INPUT DATA:
______________________________
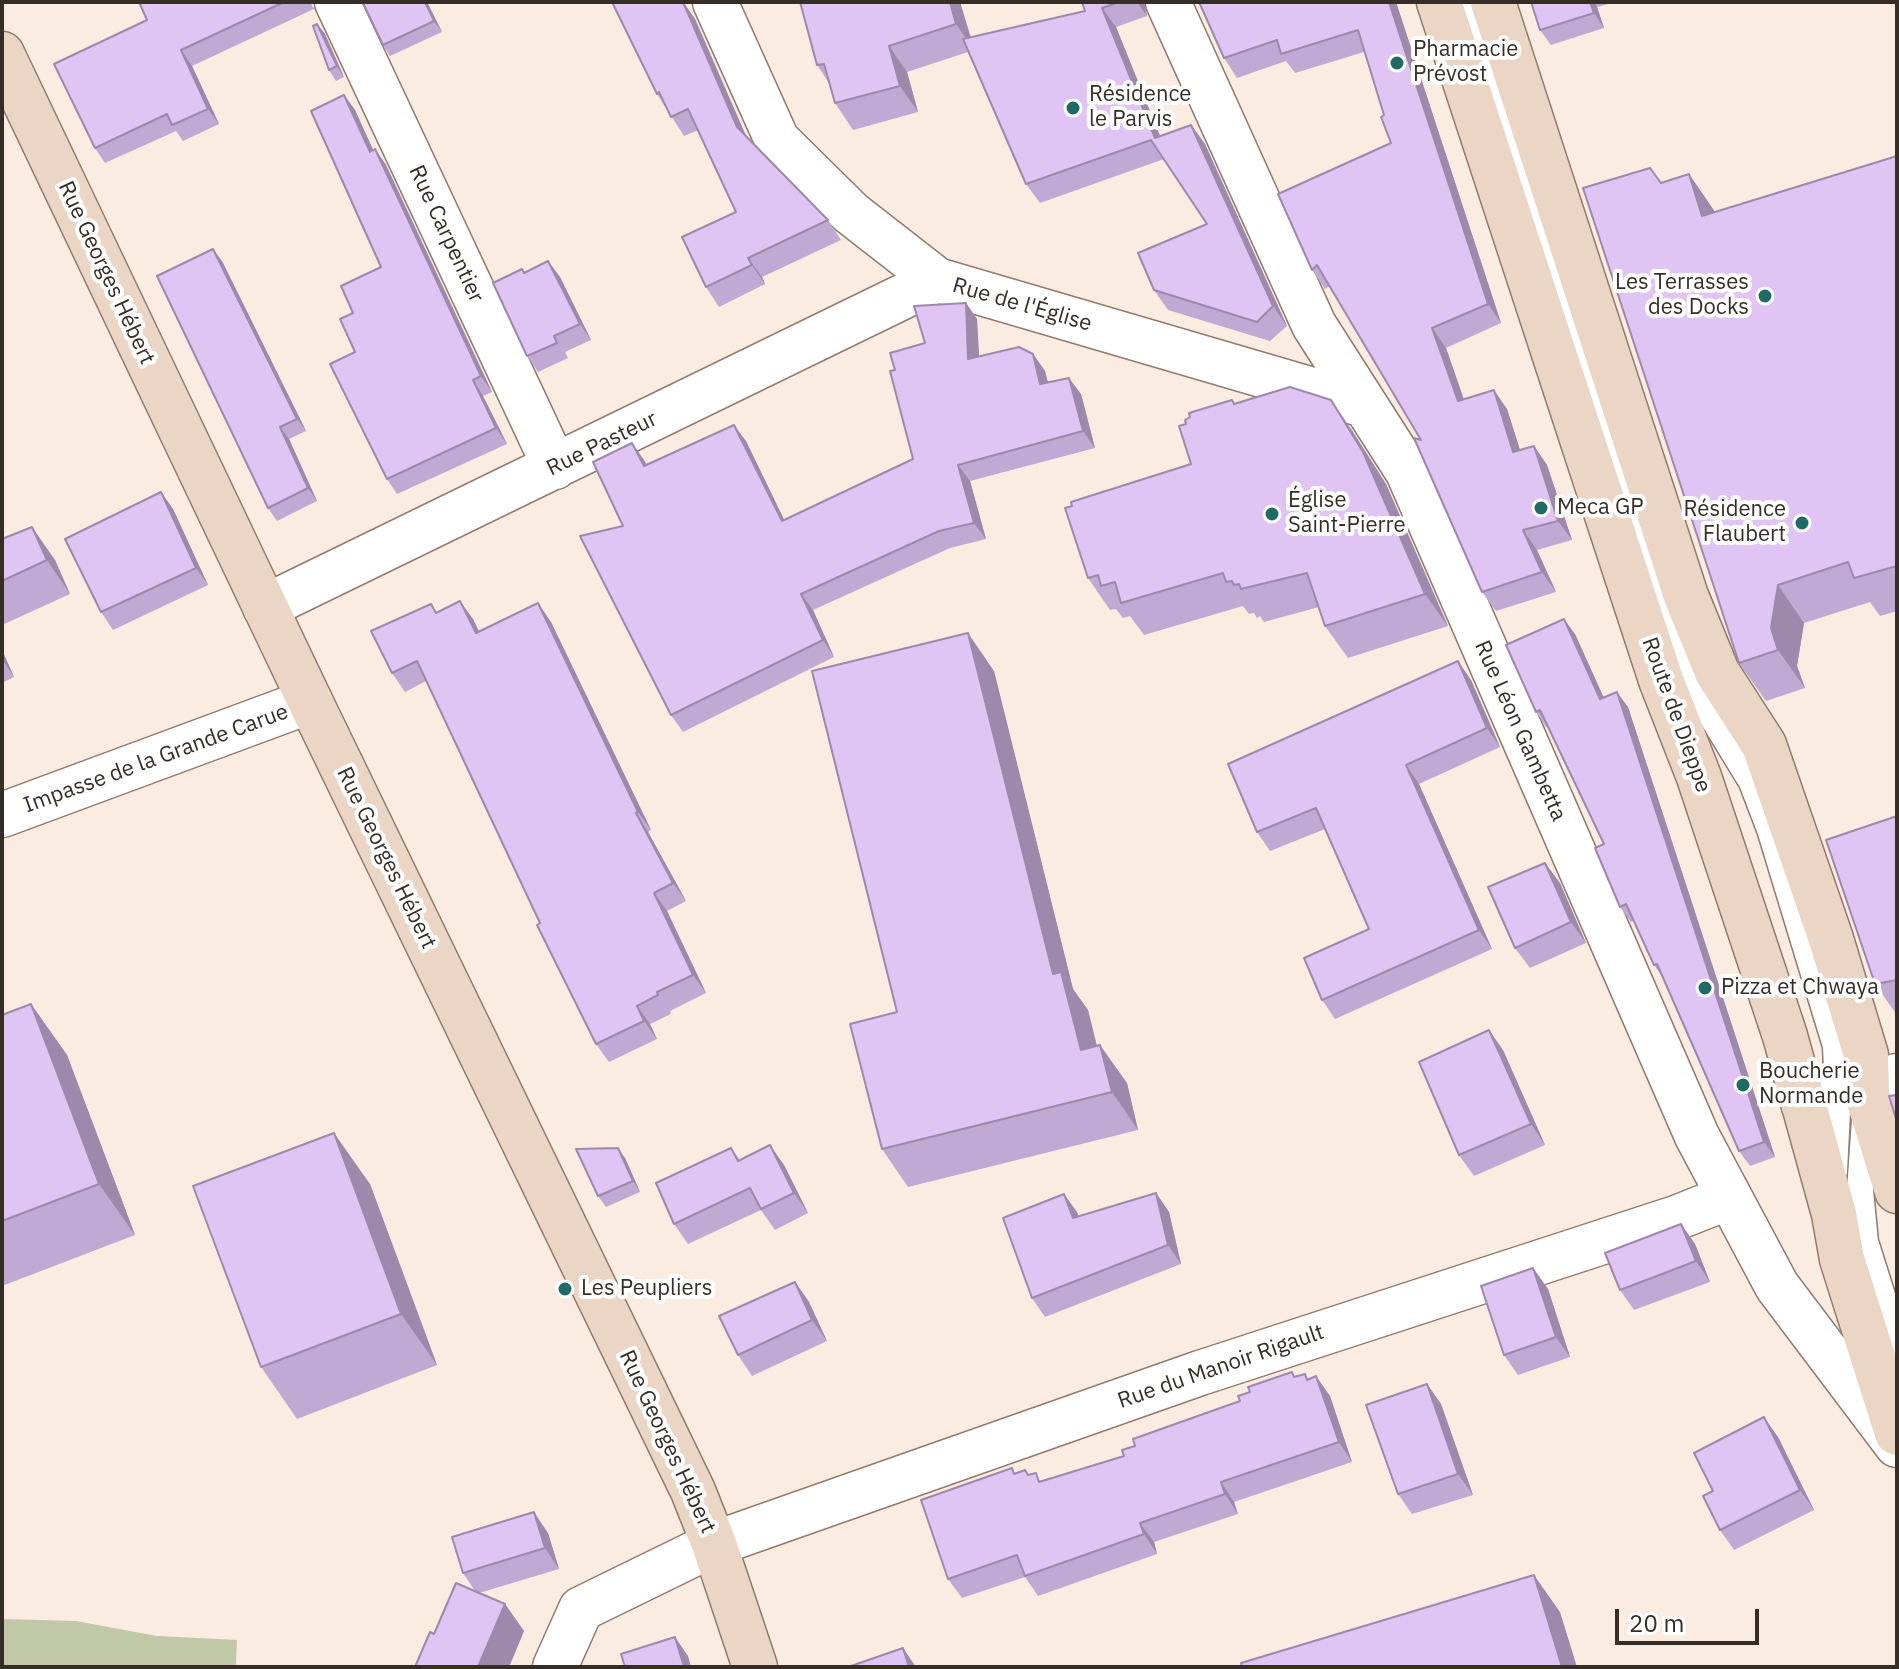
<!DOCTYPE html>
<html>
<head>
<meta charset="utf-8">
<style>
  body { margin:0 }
  #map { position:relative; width:1899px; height:1669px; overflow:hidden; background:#fbece2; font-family:"IBM Plex Sans",sans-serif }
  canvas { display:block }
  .frame { position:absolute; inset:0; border:4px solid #372d27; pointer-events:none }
  .scale { position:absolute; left:1615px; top:1609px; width:144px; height:36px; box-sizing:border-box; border:4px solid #372d27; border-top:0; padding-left:10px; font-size:24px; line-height:28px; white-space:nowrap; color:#372d27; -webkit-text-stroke:6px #fff; paint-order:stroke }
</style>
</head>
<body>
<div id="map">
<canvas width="1899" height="1669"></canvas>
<div class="frame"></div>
<div class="scale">20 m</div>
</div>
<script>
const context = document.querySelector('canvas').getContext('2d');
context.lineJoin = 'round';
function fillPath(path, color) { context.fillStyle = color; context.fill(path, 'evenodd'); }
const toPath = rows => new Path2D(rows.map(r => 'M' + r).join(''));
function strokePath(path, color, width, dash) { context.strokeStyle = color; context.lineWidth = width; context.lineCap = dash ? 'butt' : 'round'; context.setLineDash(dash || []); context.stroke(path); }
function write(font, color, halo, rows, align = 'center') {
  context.font = font + ' "IBM Plex Sans",sans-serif'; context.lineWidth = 8; context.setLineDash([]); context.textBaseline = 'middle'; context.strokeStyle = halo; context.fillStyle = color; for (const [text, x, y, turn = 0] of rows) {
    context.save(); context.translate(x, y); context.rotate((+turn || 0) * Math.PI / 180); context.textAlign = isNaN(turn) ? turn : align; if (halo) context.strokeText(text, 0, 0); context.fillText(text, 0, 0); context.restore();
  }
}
const green = toPath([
  [2,1619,76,1621,157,1636,237,1640,236,1667,2,1667]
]);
const lane = toPath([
  [1466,2,1678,652,1697,692,1752,782,1770,829,1836,1046,1838,1092,1834,1171],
  [1865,1120,1860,1191,1865,1242,1897,1343]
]);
const street = toPath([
  [337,2,555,467],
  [715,2,777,140,851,213,937,280,1364,405],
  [1168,2,1314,325,1408,472,1697,1136,1777,1286,1897,1445],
  [265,607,937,280],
  [2,815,310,701],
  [1803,1103,1897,1076],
  [555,1667,581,1609,714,1544,1200,1373,1676,1218,1729,1197]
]);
const secondary = toPath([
  [1439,2,1661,680,1699,777,1785,1036,1834,1214,1842,1259,1897,1433],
  [1493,2,1686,596,1717,672,1764,745,1831,939,1866,1055,1867,1095,1897,1191],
  [2,54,310,701,693,1491,714,1544,755,1667]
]);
const wall = toPath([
  [139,2,310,2,314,9,192,66,219,124,183,141,176,131,105,163,95,148,147,20],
  [427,2,442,32,390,56,383,45],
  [683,2,695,19,746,137,828,220,841,240,762,277,765,284,719,307,706,287,736,212,698,130,684,136,657,94],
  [800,2,960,2,971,37,1085,11,1082,2,1144,2,1147,16,1116,27,1160,136,1191,125,1205,144,1287,326,1270,341,1168,310,1154,290,1207,224,1164,159,1040,203,1026,184,968,52,907,72,918,112,853,130,835,103,829,83,817,65],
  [1199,2,1396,2,1501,323,1446,348,1464,399,1507,409,1520,450,1534,446,1547,465,1572,540,1537,550,1556,592,1496,611,1482,592,1421,440,1330,286,1325,289,1312,270,1391,143,1384,115,1364,52,1295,73,1286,61,1237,78,1224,58],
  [1531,2,1616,2,1597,7,1604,28,1551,45,1540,30],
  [317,24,325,34,344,77,336,81,329,70],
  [344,95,355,110,373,150,375,149,386,165,492,392,483,396,507,444,397,494,387,479,355,352,353,313,381,267],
  [1897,156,1897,611,1880,616,1870,602,1804,623,1797,666,1805,688,1766,701,1739,663,1661,183,1689,174,1715,212],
  [222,261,306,431,289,439,317,501,277,521,268,508],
  [548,261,560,277,591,340,565,352,568,358,538,372,527,356,525,273],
  [966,303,977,319,979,357,1033,354,1045,371,1048,382,1081,394,1095,448,970,481,986,539,950,548,813,610,834,657,683,732,671,715,623,526,644,460,646,464,746,441,784,520,913,459,895,370],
  [1331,400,1353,432,1386,484,1448,626,1348,658,1325,626,1319,607,1264,622,1260,616,1257,618,1254,613,1249,614,1243,606,1144,635,1130,616,1123,618,1116,609,1110,610,1088,578,1191,464,1235,404],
  [161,492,173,509,208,585,113,630,101,612],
  [2,539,55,560,70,594,2,625],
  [437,612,473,619,479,631,551,622,651,830,648,832,686,901,667,911,706,993,670,1011,671,1014,650,1024,657,1039,609,1062,596,1044,426,681,405,692,392,673],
  [1575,634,1604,698,1628,707,1775,1157,1750,1166,1739,1151,1664,979,1654,965,1634,921,1631,922,1620,907,1604,844,1548,726,1546,727,1536,712],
  [2,650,14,677,2,683],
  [994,671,1073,989,1088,1010,1097,1046,1127,1083,1138,1130,908,1187,882,1149,897,1012],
  [1471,680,1500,747,1419,784,1492,949,1335,1019,1322,1000,1369,929,1325,829,1270,851,1257,832],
  [1897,816,1897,1015,1875,984],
  [1545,863,1560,883,1586,943,1530,968,1515,948],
  [31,1004,67,1055,135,1235,2,1286,2,1015],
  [1503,1050,1545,1145,1474,1176,1459,1155],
  [731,1148,740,1160,784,1165,808,1213,775,1230,761,1210,688,1244,674,1224],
  [625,1158,640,1192,606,1207,598,1196],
  [370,1184,437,1365,297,1419,261,1367],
  [1156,1193,1169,1212,1181,1264,1045,1317,1032,1298,1077,1212,1078,1216],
  [1681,1224,1695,1244,1710,1282,1634,1310,1620,1290],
  [1533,1268,1548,1289,1570,1357,1518,1375,1504,1355],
  [795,1282,809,1302,827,1341,752,1376,738,1355],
  [1292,1372,1295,1377,1305,1374,1308,1379,1330,1396,1352,1462,1234,1502,1238,1514,1154,1542,1157,1554,1038,1596,1025,1577,962,1598,948,1579,1015,1473,1025,1470,1029,1475,1041,1481,1124,1456,1135,1446,1240,1401,1250,1392],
  [1427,1384,1441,1404,1473,1495,1412,1514,1398,1494],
  [1778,1437,1814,1510,1734,1550,1720,1530,1713,1491],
  [548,1533,559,1569,479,1593,505,1604,524,1631,509,1667,415,1667,434,1634,475,1591,463,1573]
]);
const shadedWall = toPath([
  [425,2,427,2,442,32,434,21],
  [683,2,695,19,751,147,737,127],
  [950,2,960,2,974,50,956,24],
  [1137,2,1144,2,1147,16],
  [1389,2,1396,2,1501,323,1488,304],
  [1590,2,1594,2,1597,7,1604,28,1594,13],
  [1102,8,1116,27,1169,158,1155,138],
  [317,24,325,34,344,77,337,66],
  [889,46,907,72,918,112,900,86],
  [181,50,192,66,219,124,208,109],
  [344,95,355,110,381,167,370,152],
  [1191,125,1205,144,1287,326,1273,306],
  [375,149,386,165,492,392,481,376],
  [1689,174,1715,212,1702,216],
  [213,249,222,261,306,431,297,419],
  [748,258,762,277,765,284,752,265],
  [548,261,560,277,591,340,580,324],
  [966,303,977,319,980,376,968,359],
  [1432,328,1446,348,1471,421,1458,401],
  [1033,354,1045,371,1052,401,1040,384],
  [1069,378,1081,394,1095,448,1083,431],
  [473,380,483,396,507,444,496,428],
  [1494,390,1507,409,1527,472,1513,452],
  [1331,400,1353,432,1386,484,1448,626,1425,594],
  [734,425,746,441,793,538,782,521],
  [280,427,289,439,317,501,308,488],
  [632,443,644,460,655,482,644,466],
  [1534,446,1547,465,1572,540,1558,521],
  [958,465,970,481,986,539,974,523],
  [161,492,173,509,208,585,196,568],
  [32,527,55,560,70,594,47,560],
  [1523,530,1537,550,1556,592,1542,572],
  [1778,585,1804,623,1797,666,1805,688,1778,650,1771,628],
  [801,594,813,610,834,657,823,640],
  [460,601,473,619,488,651,476,633],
  [538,603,551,622,651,830,638,812],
  [1564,619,1575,634,1611,714,1600,699],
  [968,633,994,671,1073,989,1088,1010,1107,1088,1081,1050,1053,974],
  [2,650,14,677,2,659],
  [1458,661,1471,680,1500,747,1487,728],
  [1617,692,1628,707,1775,1157,1764,1142],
  [1406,765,1419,784,1492,949,1479,930],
  [636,813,648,832,686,901,673,883],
  [1545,863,1560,883,1586,943,1571,922],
  [654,893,667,911,706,993,693,975],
  [31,1004,67,1055,135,1235,99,1184],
  [637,1006,650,1024,657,1039,644,1021],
  [1489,1030,1503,1050,1545,1145,1531,1124],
  [1100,1045,1127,1083,1138,1130,1112,1092],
  [334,1133,370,1184,437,1365,401,1314],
  [770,1145,784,1165,808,1213,794,1193],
  [618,1148,625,1158,640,1192,633,1181],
  [1156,1193,1169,1212,1181,1264,1168,1245],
  [1064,1194,1077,1212,1086,1236,1073,1218],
  [1681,1224,1695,1244,1710,1282,1696,1261],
  [1533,1268,1548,1289,1570,1357,1556,1337],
  [795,1282,809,1302,827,1341,812,1320],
  [1316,1376,1330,1396,1352,1462,1339,1442],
  [1427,1384,1441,1404,1473,1495,1458,1474],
  [1764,1417,1778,1437,1814,1510,1800,1490],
  [1221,1482,1234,1502,1238,1514,1225,1494],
  [534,1512,548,1533,559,1569,545,1548],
  [1140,1523,1154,1542,1157,1554,1144,1534],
  [1534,1575,1560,1612,1577,1667,1562,1667],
  [505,1604,524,1631,509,1667,478,1667],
  [675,1637,688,1656,691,1667,684,1667],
  [903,1648,916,1667,909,1667]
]);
const building = toPath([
  [139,2,284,2,181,50,208,109,172,125,167,114,95,148,54,64,147,20,139,2],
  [365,2,425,2,434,21,383,45,363,3,365,2],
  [612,2,674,2,675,3,683,2,737,127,828,220,748,258,752,265,706,287,682,237,736,212,688,109,671,117,659,92,657,94,612,2],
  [800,2,950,2,956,24,889,46,900,86,835,103,824,64,817,65,800,2],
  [1082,2,1119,2,1102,8,1155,138,1191,125,1273,306,1257,322,1154,290,1138,253,1207,224,1151,140,1026,184,963,39,1085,11,1082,2],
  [1199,2,1389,2,1488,304,1432,328,1458,401,1494,390,1513,452,1534,446,1558,521,1523,530,1542,572,1482,592,1414,438,1421,440,1317,265,1312,270,1278,194,1391,143,1381,117,1384,115,1358,30,1281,54,1277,40,1224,58,1199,2],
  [1531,2,1590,2,1594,13,1540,30,1531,2],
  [317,24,337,66,329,70,313,26,317,24],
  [344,95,370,152,375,149,481,376,473,380,496,428,387,479,330,364,355,352,340,319,353,313,341,286,381,267,311,111,344,95],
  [1897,156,1897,566,1854,578,1848,562,1778,585,1771,628,1778,650,1739,663,1583,188,1650,168,1661,183,1689,174,1702,216,1897,156],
  [213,249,297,419,280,427,308,488,268,508,157,276,213,249],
  [548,261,580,324,554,336,557,343,527,356,493,283,522,269,524,273,548,261],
  [966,303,968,359,1019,347,1033,354,1040,384,1069,378,1083,431,958,465,974,523,939,531,801,594,823,640,671,715,580,536,623,526,593,462,632,443,644,466,734,425,782,521,913,459,890,371,895,370,890,353,925,343,914,306,966,303],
  [1290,387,1331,400,1363,452,1425,594,1325,626,1307,573,1241,589,1239,584,1234,585,1232,581,1226,582,1223,573,1121,603,1115,582,1101,586,1098,575,1088,578,1065,508,1072,506,1071,502,1191,464,1179,426,1186,424,1185,420,1190,417,1189,413,1232,400,1234,404,1290,387],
  [161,492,196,568,101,612,65,539,161,492],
  [32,527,47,560,2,581,2,539,32,527],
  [460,601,476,633,538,603,638,812,636,813,673,883,654,893,693,975,657,992,658,995,637,1006,644,1021,596,1044,537,925,540,923,417,661,392,673,371,631,431,604,436,613,460,601],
  [1564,619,1600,699,1617,692,1764,1142,1739,1151,1657,964,1654,965,1626,904,1620,907,1595,848,1604,844,1540,710,1536,712,1506,645,1564,619],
  [968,633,1053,974,1061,972,1081,1050,1100,1045,1112,1092,882,1149,850,1024,897,1012,812,671,968,633],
  [1458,661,1487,728,1406,765,1479,930,1322,1000,1304,958,1369,929,1316,808,1257,832,1228,764,1458,661],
  [1897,816,1897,980,1875,984,1826,840,1897,816],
  [1545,863,1571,922,1515,948,1488,887,1545,863],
  [31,1004,99,1184,2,1221,2,1015,31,1004],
  [1489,1030,1531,1124,1459,1155,1419,1062,1489,1030],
  [1897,1095,1897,1122,1889,1096,1897,1095],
  [334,1133,401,1314,261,1367,193,1186,334,1133],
  [770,1145,794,1193,761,1209,750,1188,674,1224,656,1183,731,1148,738,1161,770,1145],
  [618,1148,633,1181,598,1196,576,1149,618,1148],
  [1156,1193,1168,1245,1032,1298,1003,1218,1064,1194,1073,1218,1156,1193],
  [1681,1224,1696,1261,1620,1290,1605,1253,1681,1224],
  [1533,1268,1556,1337,1504,1355,1481,1286,1533,1268],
  [795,1282,812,1320,738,1355,719,1316,795,1282],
  [1292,1372,1294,1377,1305,1374,1307,1380,1316,1376,1339,1442,1221,1482,1225,1494,1140,1523,1144,1534,1025,1576,1017,1555,948,1579,921,1500,1012,1468,1014,1474,1025,1470,1028,1475,1036,1473,1039,1482,1124,1456,1122,1450,1135,1446,1133,1439,1240,1401,1238,1396,1250,1392,1248,1387,1292,1372],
  [1427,1384,1458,1474,1398,1494,1366,1405,1427,1384],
  [1764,1417,1800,1490,1720,1530,1703,1496,1713,1491,1694,1453,1764,1417],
  [534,1512,545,1548,463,1573,452,1537,534,1512],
  [1534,1575,1562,1667,1242,1667,1241,1663,1534,1575],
  [456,1583,505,1604,478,1667,415,1667,430,1632,434,1634,456,1583],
  [675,1637,684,1667,625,1667,621,1654,675,1637],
  [903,1648,909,1667,848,1667,903,1648]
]);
const markers = [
  [1397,63,8,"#1f6a65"],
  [1073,108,8,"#1f6a65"],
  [1765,296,8,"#1f6a65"],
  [1541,508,8,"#1f6a65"],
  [1272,514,8,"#1f6a65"],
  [1802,523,8,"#1f6a65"],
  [1705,988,8,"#1f6a65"],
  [1743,1085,8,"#1f6a65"],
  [565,1289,8,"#1f6a65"]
];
const poiNames = [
  ["Pharmacie",1413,50],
  ["Prévost",1413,75],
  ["Résidence",1089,95],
  ["le Parvis",1089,120],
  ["Les Terrasses",1749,283,"right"],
  ["des Docks",1749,308,"right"],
  ["Église",1288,501],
  ["Saint-Pierre",1288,526],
  ["Meca GP",1557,508],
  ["Résidence",1786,510,"right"],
  ["Flaubert",1786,535,"right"],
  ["Pizza et Chwaya",1721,988],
  ["Boucherie",1759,1072],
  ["Normande",1759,1097],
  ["Les Peupliers",581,1289]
];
const streetNames = [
  ["Rue Carpentier",446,234,65],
  ["Rue Georges Hébert",106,273,65],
  ["Rue de l'Église",1022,305,16],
  ["Rue Pasteur",602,444,-26],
  ["Route de Dieppe",1676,715,70],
  ["Rue Léon Gambetta",1520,731,66],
  ["Impasse de la Grande Carue",156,759,-20],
  ["Rue Georges Hébert",386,858,64],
  ["Rue du Manoir Rigault",1221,1367,-19],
  ["Rue Georges Hébert",667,1442,65]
];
fillPath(green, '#c1c8a7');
strokePath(lane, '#927b6d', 29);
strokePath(street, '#927b6d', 47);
strokePath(secondary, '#927b6d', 47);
strokePath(lane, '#fff', 26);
strokePath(street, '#fff', 44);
strokePath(secondary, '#ebd6c6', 44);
fillPath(wall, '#c0a9d2');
fillPath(shadedWall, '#9c89ab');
fillPath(building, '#dfc4f4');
strokePath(building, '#9c89ab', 2);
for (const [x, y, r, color] of markers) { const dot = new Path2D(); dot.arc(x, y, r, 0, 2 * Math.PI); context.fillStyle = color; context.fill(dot); strokePath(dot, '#fff', 3); }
write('22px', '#372d27', '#fff', poiNames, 'left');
write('22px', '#372d27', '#fff', streetNames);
</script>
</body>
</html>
______________________________
TASK REQUIREMENTS: Could you return every line from the entries above in which the string "canvas" occurs?

SOLUTION TO THE EXERCISE:
  canvas { display:block }
<canvas width="1899" height="1669"></canvas>
const context = document.querySelector('canvas').getContext('2d');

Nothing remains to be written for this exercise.